Doubts over whether the proposed Government reform of the legal system will ever be realised have intensified after the European Commission failed this week to address the issue when it made a number of other recommendations, involving cutting health costs, and tackling unemployment and mortgages.
The legal reform plan agreed with the EU-IMF troika, and later driven by then justice minister Alan Shatter, aimed to cut the cost of the courts system and reduce lawyers’ fees.
The long-delayed Legal Services Bill, introduced in 2011, outlines the biggest changes to the legal system in the history of the State.
The delays were a source of frequent criticism by the troika.

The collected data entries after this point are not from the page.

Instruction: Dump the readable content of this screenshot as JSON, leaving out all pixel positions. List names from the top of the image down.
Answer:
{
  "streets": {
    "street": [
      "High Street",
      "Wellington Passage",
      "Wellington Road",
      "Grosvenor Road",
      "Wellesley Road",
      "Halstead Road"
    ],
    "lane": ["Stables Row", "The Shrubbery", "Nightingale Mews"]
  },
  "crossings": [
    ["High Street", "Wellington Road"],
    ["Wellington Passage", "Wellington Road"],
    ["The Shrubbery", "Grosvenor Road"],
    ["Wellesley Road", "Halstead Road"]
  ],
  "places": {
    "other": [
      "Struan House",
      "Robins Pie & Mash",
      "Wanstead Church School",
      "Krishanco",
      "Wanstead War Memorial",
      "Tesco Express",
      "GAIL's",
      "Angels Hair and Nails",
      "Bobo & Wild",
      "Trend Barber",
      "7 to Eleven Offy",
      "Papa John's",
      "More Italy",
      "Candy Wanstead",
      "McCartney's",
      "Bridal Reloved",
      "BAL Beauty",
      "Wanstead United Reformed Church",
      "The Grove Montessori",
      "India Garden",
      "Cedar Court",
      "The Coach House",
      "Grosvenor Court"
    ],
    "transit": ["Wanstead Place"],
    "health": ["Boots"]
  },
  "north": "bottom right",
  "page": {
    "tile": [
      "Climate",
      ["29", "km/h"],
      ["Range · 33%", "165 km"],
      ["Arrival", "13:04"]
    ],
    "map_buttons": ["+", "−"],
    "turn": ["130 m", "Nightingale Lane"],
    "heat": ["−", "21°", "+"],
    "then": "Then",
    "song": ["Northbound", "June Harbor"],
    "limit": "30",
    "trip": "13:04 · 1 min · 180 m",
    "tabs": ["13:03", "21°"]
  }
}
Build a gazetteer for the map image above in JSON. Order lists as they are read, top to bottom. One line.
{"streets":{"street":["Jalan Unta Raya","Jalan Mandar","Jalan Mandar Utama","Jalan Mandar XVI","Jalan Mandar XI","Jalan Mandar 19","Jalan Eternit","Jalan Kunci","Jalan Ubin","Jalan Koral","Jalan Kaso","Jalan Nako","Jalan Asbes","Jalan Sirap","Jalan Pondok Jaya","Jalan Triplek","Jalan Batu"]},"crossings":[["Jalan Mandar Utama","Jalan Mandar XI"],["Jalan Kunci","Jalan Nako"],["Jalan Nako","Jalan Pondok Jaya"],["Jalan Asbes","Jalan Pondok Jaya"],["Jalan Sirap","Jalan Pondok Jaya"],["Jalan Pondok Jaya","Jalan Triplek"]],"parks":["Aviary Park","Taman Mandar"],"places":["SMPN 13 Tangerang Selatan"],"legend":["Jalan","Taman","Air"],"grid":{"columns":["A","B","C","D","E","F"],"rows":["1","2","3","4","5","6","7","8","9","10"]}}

The draft law includes plans for ‘one-stop shop’ legal practices where barristers and solicitors operate out of the same business firms and also provides for an independent legal regulator.
The bill also seeks to set up an independent complaints framework to deal with allegations of professional misconduct to which the public will have direct access.
The introduction of the legislation was a key condition of Ireland’s EU-International Monetary Fund bailout programme.
However, the bill has yet to be enacted and may never see the statute books in the lifetime of the current Dáil. It has remained stalled ever since with periodic assurances from Government that it was being dealt with.
Ireland received four recommendations. They covered correcting the deficit, making the healthcare system more cost-effective, getting people back to work — including affordable childcare and restructuring mortgages in arrears.
The commission recommends that Ireland take measures to increase the cost-effectiveness of the healthcare system, including by reducing spending on patented medicines.
However, the commission was silent on legal reform, an issue that was one of the main planks of the troika’s thrust for economic changes in Ireland, insisting the country address the so-called sheltered sectors of the economy, including the legal profession.